Thing Twenty: Make Talking Piece Table Mats

If your glue stick has got anything left to offer, decoupage a dull old melamine rectangle with something a little more evocative, then cover them in a slather of clear gloss varnish to preserve them. They make the perfect table accompaniment, ideal for laying out when you’ve got particularly boring dinner guests coming over. You cannot fail to spark up a conversation about what lies before you when you have a set of these classy numbers. Consider plying your guests with words that are guaranteed to make their mouth water. Something seductive and culinary by Nigella might good, but don’t ramp it up to anything by Alex Comfort, M.B., Ph.D., or it might turn into a completely different sort of party altogether.

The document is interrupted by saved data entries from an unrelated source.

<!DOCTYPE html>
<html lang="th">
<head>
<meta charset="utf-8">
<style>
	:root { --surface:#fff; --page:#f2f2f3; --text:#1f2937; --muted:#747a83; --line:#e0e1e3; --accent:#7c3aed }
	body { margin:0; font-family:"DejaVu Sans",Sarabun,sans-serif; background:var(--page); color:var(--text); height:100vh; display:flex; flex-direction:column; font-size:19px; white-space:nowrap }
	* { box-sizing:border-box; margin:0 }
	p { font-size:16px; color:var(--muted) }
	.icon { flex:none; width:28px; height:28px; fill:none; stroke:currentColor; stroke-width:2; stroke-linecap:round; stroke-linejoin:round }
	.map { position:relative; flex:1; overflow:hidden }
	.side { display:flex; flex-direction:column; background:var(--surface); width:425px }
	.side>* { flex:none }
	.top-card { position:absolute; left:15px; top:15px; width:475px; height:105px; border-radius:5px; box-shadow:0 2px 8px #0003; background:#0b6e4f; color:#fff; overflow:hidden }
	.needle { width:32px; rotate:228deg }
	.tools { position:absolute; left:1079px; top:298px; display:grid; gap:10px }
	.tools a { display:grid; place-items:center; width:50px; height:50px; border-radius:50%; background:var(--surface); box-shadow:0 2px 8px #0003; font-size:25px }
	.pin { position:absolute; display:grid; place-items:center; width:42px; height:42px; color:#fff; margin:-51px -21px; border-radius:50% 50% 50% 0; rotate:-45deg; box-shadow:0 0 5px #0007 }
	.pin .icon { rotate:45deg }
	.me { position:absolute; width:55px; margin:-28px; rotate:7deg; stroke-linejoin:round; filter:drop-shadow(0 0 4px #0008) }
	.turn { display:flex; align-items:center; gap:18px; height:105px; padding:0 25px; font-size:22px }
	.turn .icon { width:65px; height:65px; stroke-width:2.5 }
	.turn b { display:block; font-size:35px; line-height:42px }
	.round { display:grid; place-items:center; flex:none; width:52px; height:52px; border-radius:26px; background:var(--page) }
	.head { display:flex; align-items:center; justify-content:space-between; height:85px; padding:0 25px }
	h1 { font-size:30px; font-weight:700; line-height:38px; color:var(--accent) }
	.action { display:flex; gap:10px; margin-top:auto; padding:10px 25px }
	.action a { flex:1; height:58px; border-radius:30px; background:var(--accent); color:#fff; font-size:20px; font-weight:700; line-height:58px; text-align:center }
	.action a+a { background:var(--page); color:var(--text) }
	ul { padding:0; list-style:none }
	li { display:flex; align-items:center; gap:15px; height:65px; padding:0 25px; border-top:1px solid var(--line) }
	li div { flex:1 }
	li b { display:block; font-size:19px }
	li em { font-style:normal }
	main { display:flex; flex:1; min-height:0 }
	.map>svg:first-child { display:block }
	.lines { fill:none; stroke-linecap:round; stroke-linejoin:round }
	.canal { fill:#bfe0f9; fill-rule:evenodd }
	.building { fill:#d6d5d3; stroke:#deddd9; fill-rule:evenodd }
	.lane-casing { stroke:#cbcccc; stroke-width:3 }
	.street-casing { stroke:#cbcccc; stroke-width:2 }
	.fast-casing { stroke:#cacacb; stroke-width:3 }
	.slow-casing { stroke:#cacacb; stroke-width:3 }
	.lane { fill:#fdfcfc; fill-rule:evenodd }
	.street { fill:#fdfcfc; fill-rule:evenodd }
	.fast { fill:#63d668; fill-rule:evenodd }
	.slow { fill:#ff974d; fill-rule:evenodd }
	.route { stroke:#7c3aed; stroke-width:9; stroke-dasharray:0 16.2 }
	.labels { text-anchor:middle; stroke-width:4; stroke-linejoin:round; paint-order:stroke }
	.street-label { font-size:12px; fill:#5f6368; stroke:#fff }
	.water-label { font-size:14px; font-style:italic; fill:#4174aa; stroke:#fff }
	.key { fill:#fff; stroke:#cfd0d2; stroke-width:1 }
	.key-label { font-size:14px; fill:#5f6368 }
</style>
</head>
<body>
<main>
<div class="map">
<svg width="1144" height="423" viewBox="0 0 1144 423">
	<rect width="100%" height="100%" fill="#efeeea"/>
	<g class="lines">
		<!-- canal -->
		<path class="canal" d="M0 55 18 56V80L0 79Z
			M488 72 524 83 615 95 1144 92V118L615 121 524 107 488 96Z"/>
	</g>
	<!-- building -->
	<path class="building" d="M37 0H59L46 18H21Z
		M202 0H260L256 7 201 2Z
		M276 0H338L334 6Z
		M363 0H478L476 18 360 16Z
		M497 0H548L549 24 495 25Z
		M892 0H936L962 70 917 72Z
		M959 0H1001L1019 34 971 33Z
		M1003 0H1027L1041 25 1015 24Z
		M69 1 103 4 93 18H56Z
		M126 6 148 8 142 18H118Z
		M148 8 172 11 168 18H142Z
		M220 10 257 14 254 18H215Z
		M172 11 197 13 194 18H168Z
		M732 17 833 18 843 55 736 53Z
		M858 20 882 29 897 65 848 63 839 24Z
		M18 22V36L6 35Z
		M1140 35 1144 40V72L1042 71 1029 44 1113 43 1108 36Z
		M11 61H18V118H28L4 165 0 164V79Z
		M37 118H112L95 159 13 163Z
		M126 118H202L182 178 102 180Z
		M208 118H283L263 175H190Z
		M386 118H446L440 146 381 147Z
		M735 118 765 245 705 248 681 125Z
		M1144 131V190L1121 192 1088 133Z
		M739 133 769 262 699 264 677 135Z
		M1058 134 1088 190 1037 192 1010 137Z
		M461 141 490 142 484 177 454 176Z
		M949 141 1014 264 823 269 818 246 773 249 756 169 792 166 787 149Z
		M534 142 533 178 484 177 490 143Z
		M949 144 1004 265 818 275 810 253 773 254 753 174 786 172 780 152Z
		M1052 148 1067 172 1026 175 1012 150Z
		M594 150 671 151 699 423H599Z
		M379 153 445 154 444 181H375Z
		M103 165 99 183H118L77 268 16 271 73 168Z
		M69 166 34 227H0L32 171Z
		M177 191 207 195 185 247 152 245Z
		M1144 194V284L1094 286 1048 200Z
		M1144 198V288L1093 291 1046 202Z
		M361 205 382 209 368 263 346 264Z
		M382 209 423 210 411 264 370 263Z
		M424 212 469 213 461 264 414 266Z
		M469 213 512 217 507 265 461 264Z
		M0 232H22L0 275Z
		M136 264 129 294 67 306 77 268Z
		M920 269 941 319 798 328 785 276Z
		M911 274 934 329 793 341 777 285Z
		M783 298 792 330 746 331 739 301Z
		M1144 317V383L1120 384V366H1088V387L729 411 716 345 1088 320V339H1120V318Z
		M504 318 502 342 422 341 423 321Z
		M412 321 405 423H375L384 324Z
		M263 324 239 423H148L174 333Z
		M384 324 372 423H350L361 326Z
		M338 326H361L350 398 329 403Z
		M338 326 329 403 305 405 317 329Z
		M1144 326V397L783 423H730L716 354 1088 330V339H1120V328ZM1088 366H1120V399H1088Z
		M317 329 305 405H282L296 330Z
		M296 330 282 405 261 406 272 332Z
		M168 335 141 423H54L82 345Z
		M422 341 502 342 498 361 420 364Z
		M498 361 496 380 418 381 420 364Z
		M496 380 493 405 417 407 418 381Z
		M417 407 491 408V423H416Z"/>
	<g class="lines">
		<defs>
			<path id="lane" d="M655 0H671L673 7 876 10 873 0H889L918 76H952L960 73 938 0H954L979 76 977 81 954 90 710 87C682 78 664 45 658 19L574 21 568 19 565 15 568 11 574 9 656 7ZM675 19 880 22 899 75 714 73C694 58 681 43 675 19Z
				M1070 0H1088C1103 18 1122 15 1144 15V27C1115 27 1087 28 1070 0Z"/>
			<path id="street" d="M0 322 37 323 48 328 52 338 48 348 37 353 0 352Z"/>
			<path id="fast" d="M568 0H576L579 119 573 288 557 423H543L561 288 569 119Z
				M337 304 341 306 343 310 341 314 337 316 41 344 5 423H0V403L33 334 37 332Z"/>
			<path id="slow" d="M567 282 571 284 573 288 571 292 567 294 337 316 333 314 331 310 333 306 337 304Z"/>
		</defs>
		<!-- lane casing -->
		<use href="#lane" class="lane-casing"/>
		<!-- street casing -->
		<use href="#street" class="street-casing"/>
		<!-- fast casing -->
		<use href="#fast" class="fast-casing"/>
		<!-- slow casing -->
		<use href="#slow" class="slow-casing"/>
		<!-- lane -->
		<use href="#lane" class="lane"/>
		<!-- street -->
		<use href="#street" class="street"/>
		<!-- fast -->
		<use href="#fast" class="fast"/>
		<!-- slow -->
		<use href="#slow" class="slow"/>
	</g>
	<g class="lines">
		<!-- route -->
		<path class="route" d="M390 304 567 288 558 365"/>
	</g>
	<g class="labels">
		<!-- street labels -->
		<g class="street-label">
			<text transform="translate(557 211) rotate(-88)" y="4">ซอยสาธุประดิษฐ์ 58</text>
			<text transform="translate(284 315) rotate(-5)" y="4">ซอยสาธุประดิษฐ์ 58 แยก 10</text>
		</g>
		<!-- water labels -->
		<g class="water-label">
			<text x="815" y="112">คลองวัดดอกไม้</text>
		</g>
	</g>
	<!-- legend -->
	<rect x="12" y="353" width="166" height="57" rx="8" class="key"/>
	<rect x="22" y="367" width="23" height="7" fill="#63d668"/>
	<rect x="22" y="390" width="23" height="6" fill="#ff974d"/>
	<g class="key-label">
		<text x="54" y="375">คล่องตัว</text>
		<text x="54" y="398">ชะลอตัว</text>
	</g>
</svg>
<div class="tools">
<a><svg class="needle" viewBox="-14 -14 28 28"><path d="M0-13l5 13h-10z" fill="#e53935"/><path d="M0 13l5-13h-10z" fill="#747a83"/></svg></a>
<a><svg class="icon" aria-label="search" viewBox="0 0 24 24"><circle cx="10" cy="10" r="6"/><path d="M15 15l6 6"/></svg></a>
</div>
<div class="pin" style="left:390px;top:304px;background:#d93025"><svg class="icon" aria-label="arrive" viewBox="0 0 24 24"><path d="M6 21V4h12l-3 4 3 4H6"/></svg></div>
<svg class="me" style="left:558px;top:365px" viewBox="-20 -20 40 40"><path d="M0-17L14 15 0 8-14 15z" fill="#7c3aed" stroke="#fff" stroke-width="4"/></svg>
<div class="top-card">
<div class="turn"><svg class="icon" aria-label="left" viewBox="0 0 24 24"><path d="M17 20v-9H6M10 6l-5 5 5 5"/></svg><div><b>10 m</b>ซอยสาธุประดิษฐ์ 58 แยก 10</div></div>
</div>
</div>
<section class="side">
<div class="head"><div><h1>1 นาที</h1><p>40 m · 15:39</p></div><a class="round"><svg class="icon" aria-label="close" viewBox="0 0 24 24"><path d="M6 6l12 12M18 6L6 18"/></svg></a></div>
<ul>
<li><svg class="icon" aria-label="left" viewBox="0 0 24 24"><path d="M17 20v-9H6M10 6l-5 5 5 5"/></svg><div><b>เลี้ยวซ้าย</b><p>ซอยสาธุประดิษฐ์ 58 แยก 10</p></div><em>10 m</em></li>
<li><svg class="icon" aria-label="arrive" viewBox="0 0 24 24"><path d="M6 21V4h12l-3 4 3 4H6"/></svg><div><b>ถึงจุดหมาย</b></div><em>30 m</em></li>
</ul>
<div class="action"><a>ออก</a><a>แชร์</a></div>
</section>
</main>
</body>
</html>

Thing Twenty-one: Put it Back on the Shelf to Gather Dust Gloriously and Enjoy Looking at it

Quite simply put.

In conclusion, this rather bizarre post will soon be launched into the ether and it is our fondest hope you will think it quirky enough to RT it, perhaps even comment on it on your Facebook page, but most of all, we hope it inspires you to look at books in a different way and helps you appreciate them a tiny bit more than you do already.

Oh and we also live in hope that you’ll stick it in the odd blog post too but hey, I realise that’s probably pushing it…we’ve only just met…etc.